There was no further sightings so felt that maybe I had done quite well and it was time to head home!

Monday, 31 August 2015

Wonderful Scotland (Day 7)

Now into July, we decided to make the trip up to the far north and had a wonderful day.  We drove to Durness, which is pretty much as far as you can go, via an amazing route along a huge glacial valley - the weather hung over our heads providing breath taking views. 


Durness is a tiny place bordering the coast, with a wonderful huge beach backed by sand dunes.

I was particularly keen to see or hear a corncrake, knowing that there were some in the area, so asked in the TIO and was told to take a look in the field behind the SPAR shop!  Armed with this valuable local knowledge, I tracked down a small uncut paddock behind the shop and between a football pitch.  Sure enough, after a few minutes waiting, I heard the crex crex call over that sound of a mower near by.  However hard I tried I could not spot it, but it was fabulous to have my first corncrake experience.

We then drove to the end of the road to the beach and set off on a long walk around the peninsula past the beehive MoD property; the beach was pretty much empty.

We walked over the dunes and, where not grazed, enjoyed the diverse wild flowers including rich machair.  We reached a puffin nesting colony and sat on the cliff top watching these and other sea birds, sitting amongst frog orchids.

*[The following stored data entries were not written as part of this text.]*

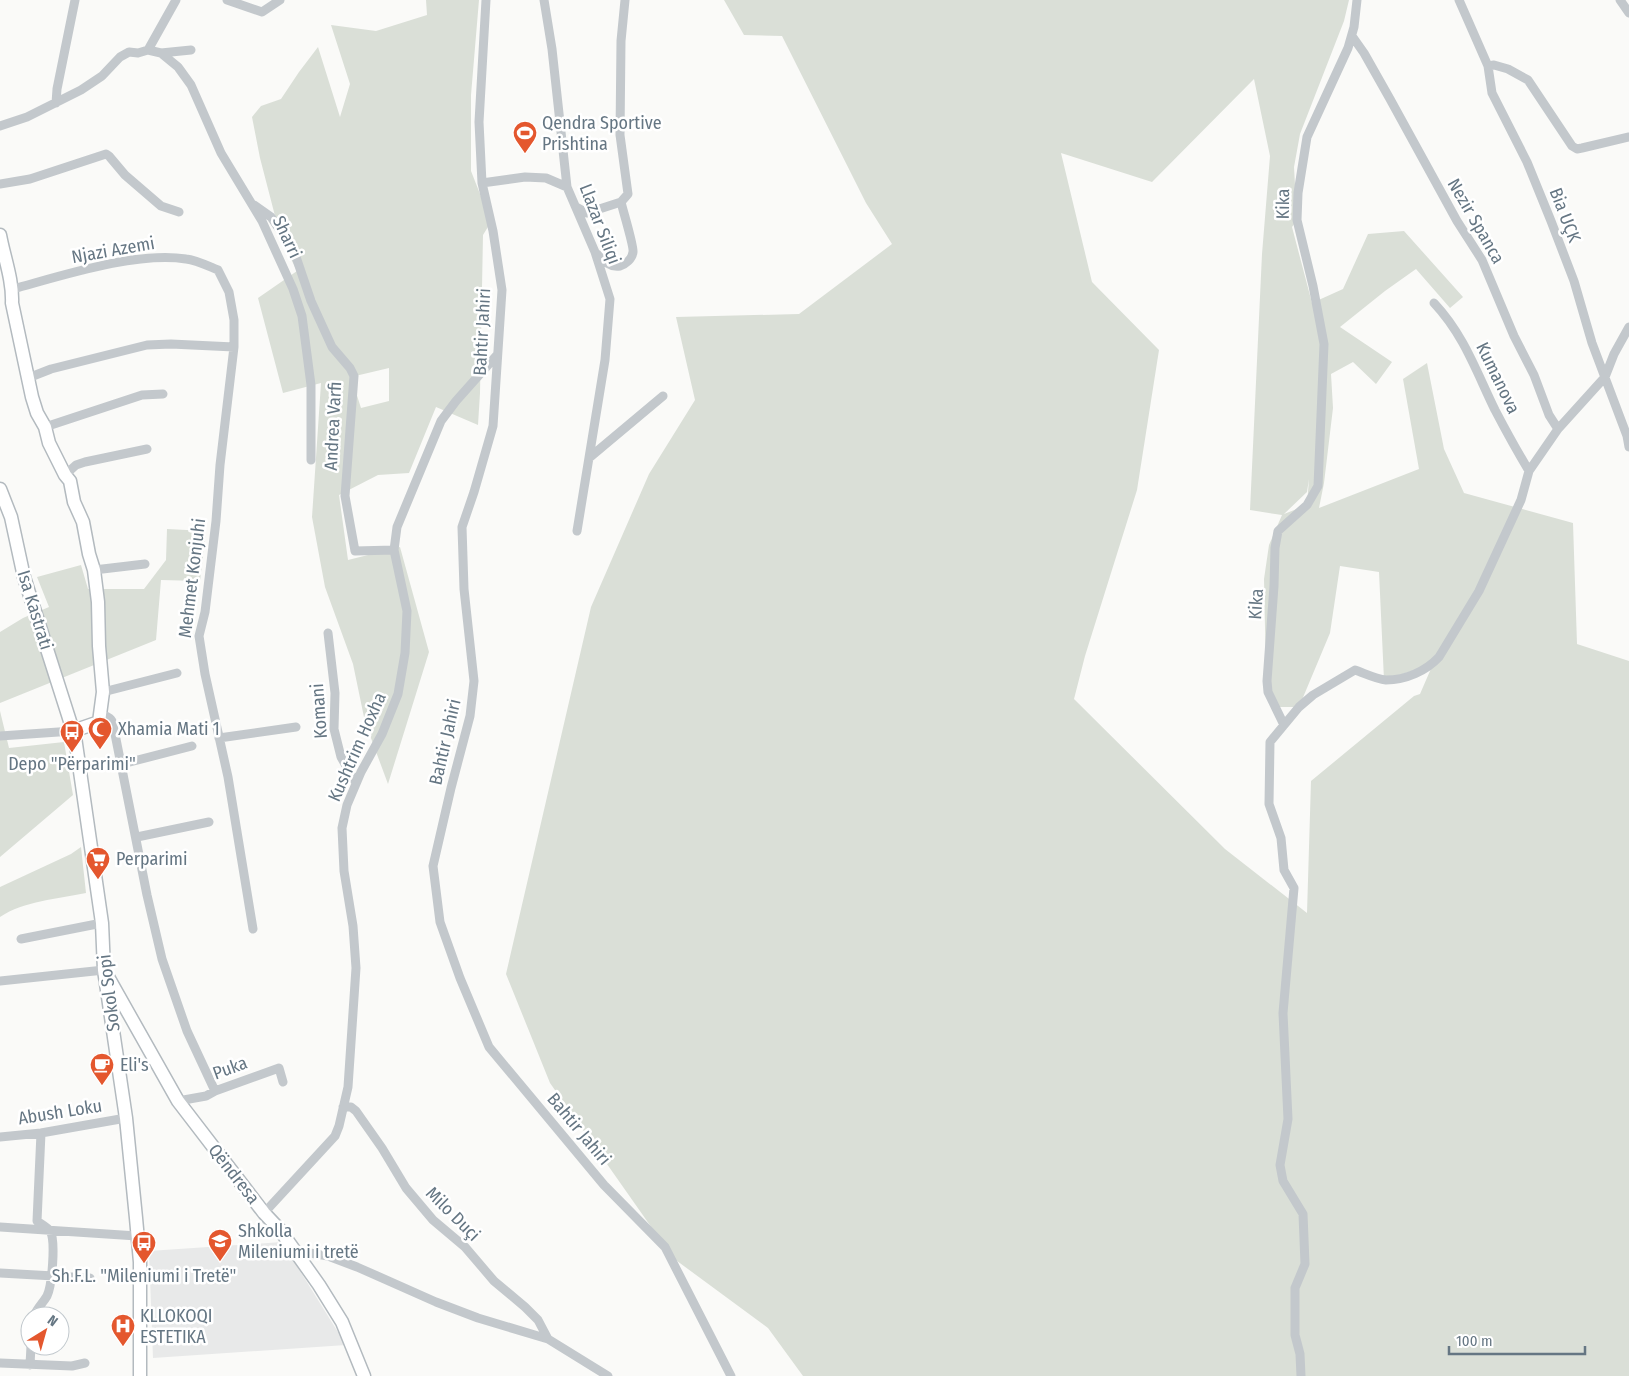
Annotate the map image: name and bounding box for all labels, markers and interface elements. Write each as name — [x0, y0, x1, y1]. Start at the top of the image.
place label: Qendra Sportive Prishtina — [542, 112, 662, 155]
sports icon: Qendra Sportive Prishtina — [512, 120, 538, 154]
street label: Nezir Spanca — [1443, 174, 1509, 268]
street label: Llazar Siliqi — [575, 181, 625, 267]
street label: Bia UÇK — [1545, 185, 1586, 246]
street label: Kika — [1272, 188, 1294, 220]
street label: Sharri — [268, 212, 306, 262]
street label: Njazi Azemi — [70, 232, 156, 268]
street label: Bahtir Jahiri — [469, 288, 495, 376]
street label: Kumanova — [1471, 339, 1525, 418]
street label: Andrea Varfi — [320, 381, 346, 471]
street label: Mehmet Konjuhi — [174, 517, 210, 639]
street label: Isa Kastrati — [12, 568, 58, 652]
street label: Kika — [1244, 588, 1268, 620]
street label: Komani — [306, 683, 332, 739]
street label: Kushtrim Hoxha — [323, 689, 391, 805]
street label: Bahtir Jahiri — [424, 697, 466, 787]
mosque icon: Xhamia Mati 1 — [87, 716, 113, 750]
place label: Xhamia Mati 1 — [118, 718, 220, 740]
bus stop icon: Depo "Përparimi" — [59, 719, 85, 753]
place label: Depo "Përparimi" — [8, 753, 136, 775]
supermarket icon: Perparimi — [85, 846, 111, 880]
place label: Perparimi — [116, 848, 187, 870]
street label: Sokol Sopi — [93, 953, 125, 1033]
cafe icon: Eli's — [89, 1052, 115, 1086]
street label: Puka — [210, 1052, 251, 1084]
place label: Eli's — [120, 1054, 149, 1076]
street label: Bahtir Jahiri — [542, 1088, 616, 1170]
street label: Abush Loku — [17, 1095, 103, 1129]
street label: Qëndresa — [204, 1139, 264, 1209]
street label: Milo Duçi — [421, 1182, 485, 1246]
place label: Shkolla Mileniumi i tretë — [238, 1220, 359, 1263]
school or university icon: Shkolla Mileniumi i tretë — [207, 1228, 233, 1262]
bus stop icon: Sh.F.L. "Mileniumi i Tretë" — [131, 1230, 157, 1264]
place label: Sh.F.L. "Mileniumi i Tretë" — [52, 1265, 236, 1287]
place label: KLLOKOQI ESTETIKA — [140, 1305, 213, 1348]
north arrow — [20, 1306, 70, 1356]
text: N — [44, 1312, 61, 1330]
hospital icon: KLLOKOQI ESTETIKA — [110, 1313, 136, 1347]
scale bar — [1449, 1324, 1585, 1356]
text: 100 m — [1456, 1332, 1493, 1350]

Where the dunes had open cliff faces we found a few sand martin colonies - it was great to see these birds in a natural settings, rather than a quarry or artificial bank on a nature reserve.

Walking back to the car we came across this wonderful daisy-lined path on the way down to the beach.


We had parked outside this lovely old barn inhabited by nesting swallows.  Peering in there were years of nests that had accumulated on the beams.  Whilst trying to take images of the swallows, a stoat appeared running across the road dragging a rabbit carcass back to a nest somewhere at the base of the dry stone wall.


He went backwards and forwards and at one time starred right back!


The swallows were not too impressed:


Driving back up the road we spotted three stoat kits prancing around on the road, but I was not quick enough to take a photo.

We drove back on a twisty scenic route and found that lots of deer roaming around, very relaxed, even in garden of an empty house.

A great day enhanced by a visit to a superb restaurant next to a loch, where a Scottish singer gave use a short rendition. Wow!